§ INSTRUCTIONS TO FOLLOW
Copied exactly and without pictures, the lines from the beginning of the entries through the one that holds "0 5px,transparent 0" should form the entire reply.

--- START ---

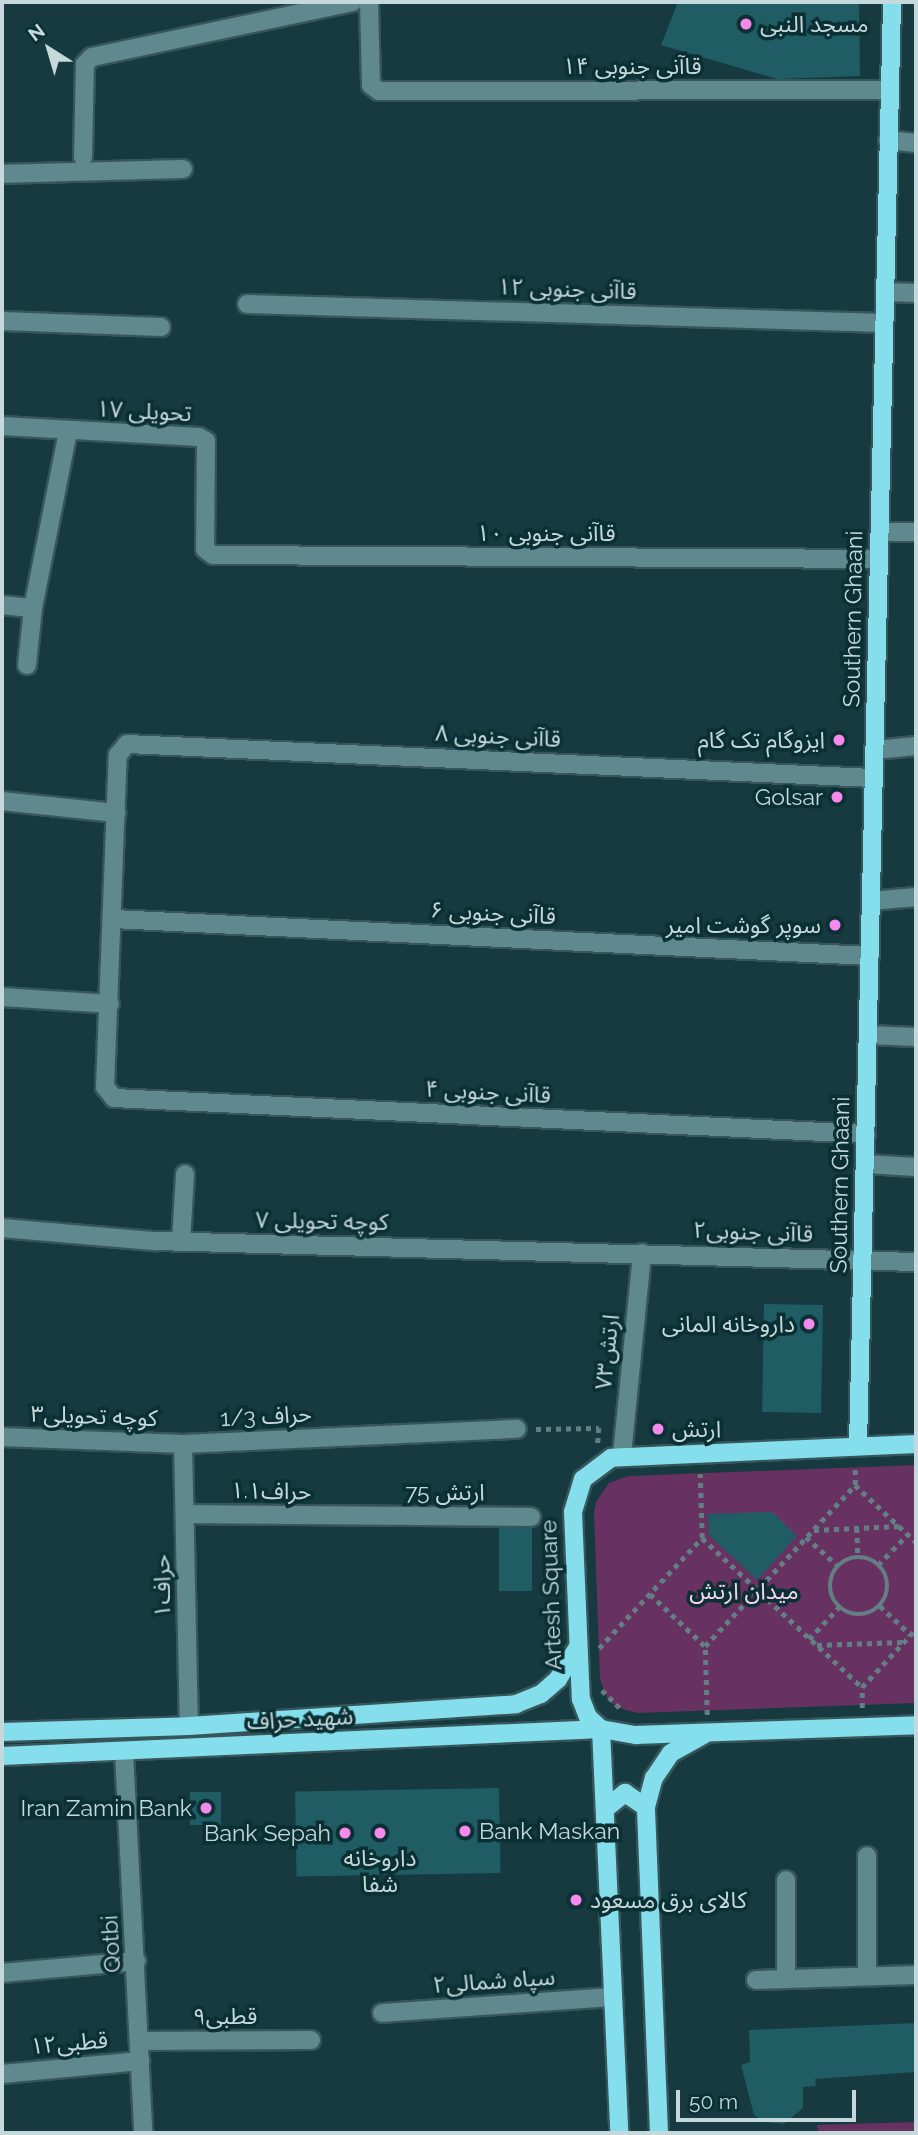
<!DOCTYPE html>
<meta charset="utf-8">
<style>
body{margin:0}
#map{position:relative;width:918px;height:2135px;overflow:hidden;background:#163a3f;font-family:Raleway,"Noto Sans Arabic",sans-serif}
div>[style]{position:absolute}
.green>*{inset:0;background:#673162}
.building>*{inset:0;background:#1f5c64;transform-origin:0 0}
.path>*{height:4.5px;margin-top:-2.25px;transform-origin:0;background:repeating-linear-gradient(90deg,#637f83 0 5px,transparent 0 10px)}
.path>.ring{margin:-2.25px;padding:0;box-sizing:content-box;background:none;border:4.5px solid #637f83;border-radius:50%}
.roads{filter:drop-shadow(2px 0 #36565b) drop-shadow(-2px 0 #36565b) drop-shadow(0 2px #36565b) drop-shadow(0 -2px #36565b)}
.minor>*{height:18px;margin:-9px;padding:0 9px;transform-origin:9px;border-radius:9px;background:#5f898f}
.major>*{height:18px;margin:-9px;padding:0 9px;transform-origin:9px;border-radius:9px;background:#84deeb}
.dots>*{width:19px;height:19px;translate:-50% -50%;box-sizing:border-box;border:4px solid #0b3034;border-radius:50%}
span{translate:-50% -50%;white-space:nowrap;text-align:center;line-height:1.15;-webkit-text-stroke:7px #0b3034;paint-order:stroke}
.poi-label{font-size:23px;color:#c5d8db}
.left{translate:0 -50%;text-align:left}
.right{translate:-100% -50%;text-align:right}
.street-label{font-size:23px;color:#c5d8db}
.park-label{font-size:23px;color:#f7d5f2}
.frame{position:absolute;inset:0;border:4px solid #c5d8db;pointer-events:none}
.north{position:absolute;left:14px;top:14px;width:70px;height:70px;-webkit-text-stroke:5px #0b3034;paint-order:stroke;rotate:323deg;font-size:19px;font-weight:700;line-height:28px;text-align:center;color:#c5d8db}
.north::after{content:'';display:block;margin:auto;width:24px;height:32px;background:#c5d8db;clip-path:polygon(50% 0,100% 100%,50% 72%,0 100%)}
.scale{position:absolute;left:676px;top:2090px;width:180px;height:32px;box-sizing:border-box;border:4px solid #c5d8db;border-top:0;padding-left:9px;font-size:21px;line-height:24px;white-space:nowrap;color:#c5d8db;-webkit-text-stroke:5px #0b3034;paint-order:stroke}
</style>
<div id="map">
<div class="green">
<i style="clip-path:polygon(916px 1465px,916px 1703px,637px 1713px,616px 1707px,608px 1700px,600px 1679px,594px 1513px,596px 1502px,609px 1483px,629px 1476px)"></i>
<i style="clip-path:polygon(916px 2122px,916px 2133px,818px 2133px,817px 2125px)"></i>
</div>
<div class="building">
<i style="clip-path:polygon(678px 2px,859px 2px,860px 76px,777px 79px,661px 45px)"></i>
<i style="left:764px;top:1304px;width:59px;height:108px;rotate:1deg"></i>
<i style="clip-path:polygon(772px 1512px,797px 1536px,757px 1580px,709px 1535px,708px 1514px)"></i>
<i style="left:499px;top:1528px;width:33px;height:63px"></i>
<i style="left:499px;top:1788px;width:85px;height:204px;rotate:89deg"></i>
<i style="left:190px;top:1792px;width:31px;height:33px"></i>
<i style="clip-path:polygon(916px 2023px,916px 2072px,815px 2079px,816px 2086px,803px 2087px,803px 2108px,784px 2124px,765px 2122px,754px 2115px,741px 2065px,750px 2062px,749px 2030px)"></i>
</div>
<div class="path">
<i style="left:536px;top:1429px;width:63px;rotate:-0.9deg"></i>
<i style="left:599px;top:1428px;width:16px;rotate:94deg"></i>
<i style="left:855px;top:1485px;width:83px;rotate:43.1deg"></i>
<i style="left:857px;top:1528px;width:29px;rotate:88deg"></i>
<i style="left:814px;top:1530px;width:86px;rotate:-2.7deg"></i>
<i style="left:806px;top:1537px;width:43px;rotate:42.2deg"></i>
<i style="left:702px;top:1538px;width:219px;rotate:43deg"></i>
<i class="ring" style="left:830px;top:1557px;width:53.5px;height:53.5px"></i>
<i style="left:878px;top:1565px;width:43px;rotate:-45.9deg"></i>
<i style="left:650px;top:1594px;width:76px;rotate:43.4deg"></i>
<i style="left:880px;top:1606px;width:42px;rotate:43.1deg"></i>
<i style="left:809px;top:1639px;width:44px;rotate:-46.8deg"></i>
<i style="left:817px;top:1645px;width:86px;rotate:-2deg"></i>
<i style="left:599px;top:1648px;width:151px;rotate:-46.9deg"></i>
<i style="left:702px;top:1538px;width:64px;rotate:-91.8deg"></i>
<i style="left:602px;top:1690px;width:28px;rotate:45deg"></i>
<i style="left:862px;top:1708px;width:21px;rotate:-90deg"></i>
<i style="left:862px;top:1687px;width:79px;rotate:-47deg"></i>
<i style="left:707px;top:1715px;width:69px;rotate:-91.7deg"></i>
<i style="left:705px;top:1646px;width:220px;rotate:-47deg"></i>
<i style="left:855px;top:1485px;width:20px;rotate:-90deg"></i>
</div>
<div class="roads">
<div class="minor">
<i style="left:369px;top:2px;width:83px;rotate:88.6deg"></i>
<i style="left:371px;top:85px;width:10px;rotate:37deg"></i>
<i style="left:379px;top:91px;width:510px;rotate:-0.11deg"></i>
<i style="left:888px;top:140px;width:28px;rotate:6deg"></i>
<i style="left:83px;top:157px;width:93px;rotate:-88.8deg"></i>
<i style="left:85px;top:64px;width:10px;rotate:-45deg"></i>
<i style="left:92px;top:57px;width:266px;rotate:-11.9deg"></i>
<i style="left:2px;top:174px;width:181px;rotate:-1.6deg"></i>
<i style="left:885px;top:292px;width:31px;rotate:2deg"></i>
<i style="left:247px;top:304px;width:637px;rotate:1.71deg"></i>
<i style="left:2px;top:321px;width:159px;rotate:2.2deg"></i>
<i style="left:2px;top:426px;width:197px;rotate:3.2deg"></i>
<i style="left:199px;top:437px;width:8px;rotate:30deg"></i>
<i style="left:206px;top:441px;width:108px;rotate:90.5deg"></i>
<i style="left:205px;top:549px;width:10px;rotate:37deg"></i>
<i style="left:213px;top:555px;width:666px;rotate:0.34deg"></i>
<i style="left:880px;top:532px;width:36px"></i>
<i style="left:2px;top:605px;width:31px;rotate:6deg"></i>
<i style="left:27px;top:665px;width:57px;rotate:-84deg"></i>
<i style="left:33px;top:608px;width:179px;rotate:-78.8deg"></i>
<i style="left:875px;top:750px;width:41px;rotate:-5.6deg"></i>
<i style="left:2px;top:801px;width:115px;rotate:6deg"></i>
<i style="left:871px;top:901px;width:45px;rotate:-5.1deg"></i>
<i style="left:113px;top:919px;width:758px;rotate:2.8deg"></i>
<i style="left:2px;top:997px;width:108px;rotate:3.7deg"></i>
<i style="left:868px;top:1035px;width:48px;rotate:2.4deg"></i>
<i style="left:866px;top:1134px;width:753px;rotate:-177.26deg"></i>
<i style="left:114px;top:1098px;width:14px;rotate:-129deg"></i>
<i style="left:105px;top:1087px;width:332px;rotate:-87.8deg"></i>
<i style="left:118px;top:755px;width:14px;rotate:-51deg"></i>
<i style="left:127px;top:744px;width:748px;rotate:2.61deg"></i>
<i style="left:865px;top:1164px;width:51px;rotate:3.4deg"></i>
<i style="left:2px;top:1228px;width:154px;rotate:4.9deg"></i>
<i style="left:155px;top:1241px;width:761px;rotate:1.58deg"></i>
<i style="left:181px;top:1242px;width:68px;rotate:-86.6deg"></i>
<i style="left:2px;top:1437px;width:181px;rotate:2.2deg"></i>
<i style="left:183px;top:1444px;width:334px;rotate:-2.6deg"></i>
<i style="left:183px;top:1444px;width:282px;rotate:88.8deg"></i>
<i style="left:622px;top:1455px;width:203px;rotate:-84.3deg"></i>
<i style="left:185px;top:1514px;width:346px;rotate:0.5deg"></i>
<i style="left:124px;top:1752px;width:381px;rotate:87.1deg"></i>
<i style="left:867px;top:1856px;width:120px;rotate:90deg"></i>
<i style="left:786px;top:1880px;width:99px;rotate:90deg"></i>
<i style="left:2px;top:1973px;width:135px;rotate:-5.1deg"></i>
<i style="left:756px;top:1980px;width:160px;rotate:-1.8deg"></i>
<i style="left:382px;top:2013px;width:229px;rotate:-4deg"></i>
<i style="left:139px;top:2041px;width:172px;rotate:-0.3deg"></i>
<i style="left:2px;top:2074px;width:139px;rotate:-5.4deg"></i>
</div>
<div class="major">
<i style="left:916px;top:1444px;width:305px;rotate:177.4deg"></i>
<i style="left:611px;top:1458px;width:35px;rotate:143deg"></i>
<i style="left:583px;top:1479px;width:34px;rotate:107deg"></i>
<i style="left:573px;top:1512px;width:187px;rotate:87.6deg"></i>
<i style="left:581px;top:1699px;width:19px;rotate:69deg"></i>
<i style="left:588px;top:1717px;width:18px;rotate:43deg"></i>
<i style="left:601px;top:1729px;width:36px;rotate:10deg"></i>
<i style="left:636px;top:1735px;width:280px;rotate:-2deg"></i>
<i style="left:858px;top:1446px;width:1444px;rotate:-88.65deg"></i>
<i style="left:2px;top:1732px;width:187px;rotate:-1.8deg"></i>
<i style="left:189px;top:1726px;width:328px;rotate:-3.8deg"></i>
<i style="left:516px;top:1704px;width:27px;rotate:-22deg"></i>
<i style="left:541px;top:1694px;width:23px;rotate:-41deg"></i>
<i style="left:558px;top:1679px;width:36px;rotate:-58deg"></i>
<i style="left:2px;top:1756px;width:600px;rotate:-2.58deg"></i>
<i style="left:601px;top:1729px;width:404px;rotate:87.4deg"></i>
<i style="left:605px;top:1809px;width:26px;rotate:-39deg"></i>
<i style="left:625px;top:1793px;width:25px;rotate:34deg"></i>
<i style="left:659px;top:2133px;width:326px;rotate:-92.3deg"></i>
<i style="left:646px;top:1807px;width:30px;rotate:-75deg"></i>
<i style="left:654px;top:1778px;width:30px;rotate:-56deg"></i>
<i style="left:671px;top:1753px;width:37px;rotate:-29deg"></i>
</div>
</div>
<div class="dots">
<i style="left:746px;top:24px;background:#f788ec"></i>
<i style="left:839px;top:740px;background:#f788ec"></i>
<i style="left:837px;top:797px;background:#f788ec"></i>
<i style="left:835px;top:925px;background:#f788ec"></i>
<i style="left:809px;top:1324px;background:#f788ec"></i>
<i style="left:658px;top:1429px;background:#f788ec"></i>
<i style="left:206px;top:1808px;background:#f788ec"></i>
<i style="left:465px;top:1831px;background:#f788ec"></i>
<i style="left:345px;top:1833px;background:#f788ec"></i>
<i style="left:380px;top:1833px;background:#f788ec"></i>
<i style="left:576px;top:1900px;background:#f788ec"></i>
</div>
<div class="poi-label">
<span class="left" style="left:760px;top:24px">مسجد النبی</span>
<span class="right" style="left:825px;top:740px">ایزوگام تک گام</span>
<span class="right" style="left:823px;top:797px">Golsar</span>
<span class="right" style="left:821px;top:925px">سوپر گوشت امیر</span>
<span class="right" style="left:795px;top:1324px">داروخانه المانی</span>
<span class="left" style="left:672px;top:1429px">ارتش</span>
<span class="right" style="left:192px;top:1808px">Iran Zamin Bank</span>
<span class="left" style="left:479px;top:1831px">Bank Maskan</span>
<span class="right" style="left:331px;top:1833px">Bank Sepah</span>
<span style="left:380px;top:1871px">داروخانه<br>شفا</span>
<span class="left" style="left:590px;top:1900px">کالای برق مسعود</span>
</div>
<div class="street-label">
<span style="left:632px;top:66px">قاآنی جنوبی ۱۴</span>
<span style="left:567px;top:289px;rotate:2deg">قاآنی جنوبی ۱۲</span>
<span style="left:144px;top:411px;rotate:3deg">تحویلی ۱۷</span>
<span style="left:546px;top:533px">قاآنی جنوبی ۱۰</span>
<span style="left:853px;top:619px;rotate:-89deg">Southern Ghaani</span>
<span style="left:498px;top:736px;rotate:3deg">قاآنی جنوبی ۸</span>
<span style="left:493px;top:913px;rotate:3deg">قاآنی جنوبی ۶</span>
<span style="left:488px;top:1092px;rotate:3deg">قاآنی جنوبی ۴</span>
<span style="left:840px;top:1185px;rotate:-89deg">Southern Ghaani</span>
<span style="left:322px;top:1221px;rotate:1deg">کوچه تحویلی ۷</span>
<span style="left:753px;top:1232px;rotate:2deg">۲قاآنی جنوبی</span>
<span style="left:607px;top:1352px;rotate:-84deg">ارتش۷۳</span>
<span style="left:94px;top:1416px;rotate:2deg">کوچه تحویلی۳</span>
<span style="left:266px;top:1416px;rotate:-3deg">1/3 حراف</span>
<span style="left:271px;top:1491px;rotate:1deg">حراف۱.۱</span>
<span style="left:445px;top:1492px">75 ارتش</span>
<span style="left:162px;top:1586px;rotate:-91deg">حراف۱</span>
<span style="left:551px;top:1595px;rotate:-92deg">Artesh Square</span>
<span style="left:300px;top:1719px;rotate:-3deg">شهید حراف</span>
<span style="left:111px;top:1944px;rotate:-93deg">Qotbi</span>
<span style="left:494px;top:1981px;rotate:-4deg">سپاه شمالی۲</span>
<span style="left:225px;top:2016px">قطبی۹</span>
<span style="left:69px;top:2043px;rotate:-5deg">قطبی۱۲</span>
</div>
<div class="park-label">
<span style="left:744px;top:1591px">میدان ارتش</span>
</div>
<div class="frame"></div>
<div class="north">N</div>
<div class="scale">50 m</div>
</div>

--- END ---

§ FINISHED EXERCISE
<!DOCTYPE html>
<meta charset="utf-8">
<style>
body{margin:0}
#map{position:relative;width:918px;height:2135px;overflow:hidden;background:#163a3f;font-family:Raleway,"Noto Sans Arabic",sans-serif}
div>[style]{position:absolute}
.green>*{inset:0;background:#673162}
.building>*{inset:0;background:#1f5c64;transform-origin:0 0}
.path>*{height:4.5px;margin-top:-2.25px;transform-origin:0;background:repeating-linear-gradient(90deg,#637f83 0 5px,transparent 0 10px)}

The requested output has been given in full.